Apesar disso, os russos têm sofrido “baixas terríveis” e Moscovo poderá não recuperar o poder de combate “porque está a gastá-lo de forma frívola” para capturar a cidade. Assim, a Rússia corre o risco de esgotar as suas reservas rapidamente e o uso de tanques T-62, que têm mais de 60 anos, é indicativo dos problemas logísticos e de falta de material da Rússia, aponta o think thank.
Já as forças ucranianas, diz o ISW, também estão a sofrer sérias baixas na Batalha de Severodonetsk, militares e civis, e, apesar de estarem a receber armas dos aliados, esse fluxo “é lento e limitado”.
Ainda sobre as forças russas, os analistas apontam para aquilo que parecem ser sinais de quebra de profissionalismo entre os oficiais russos, com potencial impacto no moral das tropas, que já é baixo.
“A Direção de Inteligência Militar da Ucrânia (GUR) informou que os comandantes russos estão a tentar preservar o equipamento militar proibindo os motoristas de transportar soldados feridos ou fornecer mantimentos para as unidades que avançaram demasiado.
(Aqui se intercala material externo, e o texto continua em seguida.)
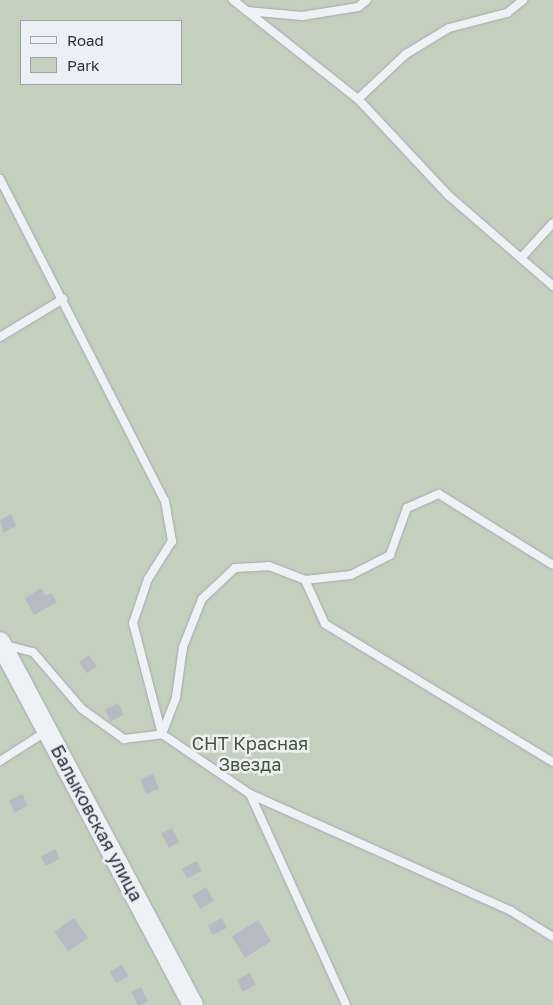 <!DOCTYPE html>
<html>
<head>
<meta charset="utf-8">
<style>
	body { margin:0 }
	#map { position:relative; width:553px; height:1005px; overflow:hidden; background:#dde1e6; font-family:"Golos Text",sans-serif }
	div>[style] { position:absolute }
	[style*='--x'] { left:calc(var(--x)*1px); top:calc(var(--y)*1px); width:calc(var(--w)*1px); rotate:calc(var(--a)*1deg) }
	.green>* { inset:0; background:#c4d0be }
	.building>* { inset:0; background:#b4bbc3; transform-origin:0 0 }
	.roads { filter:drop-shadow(0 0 1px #a3a8b0) drop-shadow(0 0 1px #a3a8b0) }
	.service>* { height:8px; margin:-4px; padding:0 4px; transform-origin:4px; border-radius:4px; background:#eff2f5 }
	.tertiary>* { height:20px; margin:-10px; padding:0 10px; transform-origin:10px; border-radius:10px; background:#eff2f5 }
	span { translate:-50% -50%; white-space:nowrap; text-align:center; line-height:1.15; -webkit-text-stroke:5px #ecf0f4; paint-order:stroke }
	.park-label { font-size:18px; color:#3e5735 }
	.street-label { font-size:18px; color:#27303c }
	.legend { position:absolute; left:20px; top:20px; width:162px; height:65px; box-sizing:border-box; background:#ecf0f4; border:1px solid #9da3aa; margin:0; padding:6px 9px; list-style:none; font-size:15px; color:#27303c }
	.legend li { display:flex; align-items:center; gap:10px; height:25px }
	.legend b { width:25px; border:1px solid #9da3aa }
</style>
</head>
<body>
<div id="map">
	<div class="green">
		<div style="clip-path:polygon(evenodd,0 0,553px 0,553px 1005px,0 1005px,0 0,21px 21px,181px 21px,181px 84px,21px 84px,21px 21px)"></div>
	</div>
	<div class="building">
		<div style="clip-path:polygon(11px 514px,16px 526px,3px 533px,0 520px)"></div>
		<div style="clip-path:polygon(41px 588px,46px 596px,51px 593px,57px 602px,34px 615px,25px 598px)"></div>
		<div style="left:89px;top:655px;width:14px;height:12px;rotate:56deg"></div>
		<div style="left:118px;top:703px;width:13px;height:15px;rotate:63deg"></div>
		<div style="left:153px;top:774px;width:16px;height:14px;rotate:68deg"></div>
		<div style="left:22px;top:794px;width:13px;height:15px;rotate:63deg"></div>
		<div style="left:172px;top:828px;width:16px;height:12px;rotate:63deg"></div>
		<div style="left:55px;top:849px;width:11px;height:16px;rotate:63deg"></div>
		<div style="left:197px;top:861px;width:11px;height:17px;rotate:63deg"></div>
		<div style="left:206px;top:887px;width:16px;height:16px;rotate:60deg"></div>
		<div style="left:74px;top:918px;width:24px;height:24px;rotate:55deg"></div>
		<div style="left:222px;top:918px;width:11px;height:16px;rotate:63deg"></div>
		<div style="left:258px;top:920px;width:25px;height:31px;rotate:58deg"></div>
		<div style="left:122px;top:965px;width:13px;height:14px;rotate:61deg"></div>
		<div style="left:250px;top:973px;width:13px;height:15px;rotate:63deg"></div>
		<div style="left:141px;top:987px;width:16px;height:11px;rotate:63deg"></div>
	</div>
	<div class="roads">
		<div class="service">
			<div style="--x:233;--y:0;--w:159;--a:38.4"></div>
			<div style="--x:358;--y:99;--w:66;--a:-43.2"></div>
			<div style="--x:406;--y:54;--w:50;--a:-31.2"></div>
			<div style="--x:449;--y:28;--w:60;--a:-14.5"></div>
			<div style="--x:507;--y:13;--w:21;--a:-39"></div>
			<div style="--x:247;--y:11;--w:55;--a:5.2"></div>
			<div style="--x:302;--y:16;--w:57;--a:-9.1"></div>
			<div style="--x:358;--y:7;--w:11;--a:-38"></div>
			<div style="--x:358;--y:99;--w:132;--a:46.8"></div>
			<div style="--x:448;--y:195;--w:139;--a:40.9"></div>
			<div style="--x:0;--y:179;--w:362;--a:62.9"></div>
			<div style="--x:165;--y:501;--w:41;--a:80.1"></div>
			<div style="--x:172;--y:541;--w:45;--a:122.3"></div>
			<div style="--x:148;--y:579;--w:46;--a:108.8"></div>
			<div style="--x:133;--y:623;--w:115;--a:75.4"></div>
			<div style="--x:162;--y:734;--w:107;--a:34.3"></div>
			<div style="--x:250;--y:794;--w:286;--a:24.1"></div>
			<div style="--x:511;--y:911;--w:49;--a:31.8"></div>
			<div style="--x:521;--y:258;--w:47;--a:-47.6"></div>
			<div style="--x:0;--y:337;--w:74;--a:-31.1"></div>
			<div style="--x:305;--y:580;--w:48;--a:65.6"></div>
			<div style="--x:325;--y:624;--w:267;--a:31.2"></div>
			<div style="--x:6;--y:645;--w:28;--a:15"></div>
			<div style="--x:33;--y:652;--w:75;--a:49.3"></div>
			<div style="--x:82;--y:709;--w:52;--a:35.5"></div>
			<div style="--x:124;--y:739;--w:38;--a:-7"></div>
			<div style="--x:162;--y:734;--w:40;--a:-69"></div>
			<div style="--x:176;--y:697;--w:50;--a:-82"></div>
			<div style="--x:183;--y:647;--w:52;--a:-68.4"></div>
			<div style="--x:202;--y:599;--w:45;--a:-43.2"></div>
			<div style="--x:235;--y:568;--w:34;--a:-3"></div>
			<div style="--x:269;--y:566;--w:39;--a:21"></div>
			<div style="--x:305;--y:580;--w:46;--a:-6.2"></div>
			<div style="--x:351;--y:575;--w:44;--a:-27.1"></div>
			<div style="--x:390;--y:555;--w:50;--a:-70.1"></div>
			<div style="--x:407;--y:508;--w:35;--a:-24"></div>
			<div style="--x:439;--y:494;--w:134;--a:31.9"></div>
			<div style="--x:0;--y:761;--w:56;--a:-32.6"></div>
			<div style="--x:250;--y:794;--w:232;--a:65.5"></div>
		</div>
		<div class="tertiary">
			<div style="--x:0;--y:642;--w:411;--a:62"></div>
		</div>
	</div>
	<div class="park-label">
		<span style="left:250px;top:754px">СНТ Красная<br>Звезда</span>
	</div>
	<div class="street-label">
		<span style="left:97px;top:823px;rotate:62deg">Балыковская улица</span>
	</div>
	<ul class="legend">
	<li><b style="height:6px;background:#eff2f5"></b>Road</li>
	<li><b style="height:14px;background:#c4d0be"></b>Park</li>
	</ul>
</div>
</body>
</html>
Recusar-se a arriscar equipamentos para retirar feridos do campo de batalha – exceto em circunstâncias extraordinárias – é uma violação notável dos princípios fundamentais do profissionalismo militar”, lê-se no documento.
O problema, detalha o ISW, é que se as tropas russas presas em eixos secundários perderem a vontade de lutar, a Ucrânia poderá ser capaz de contra-atacar com sucesso.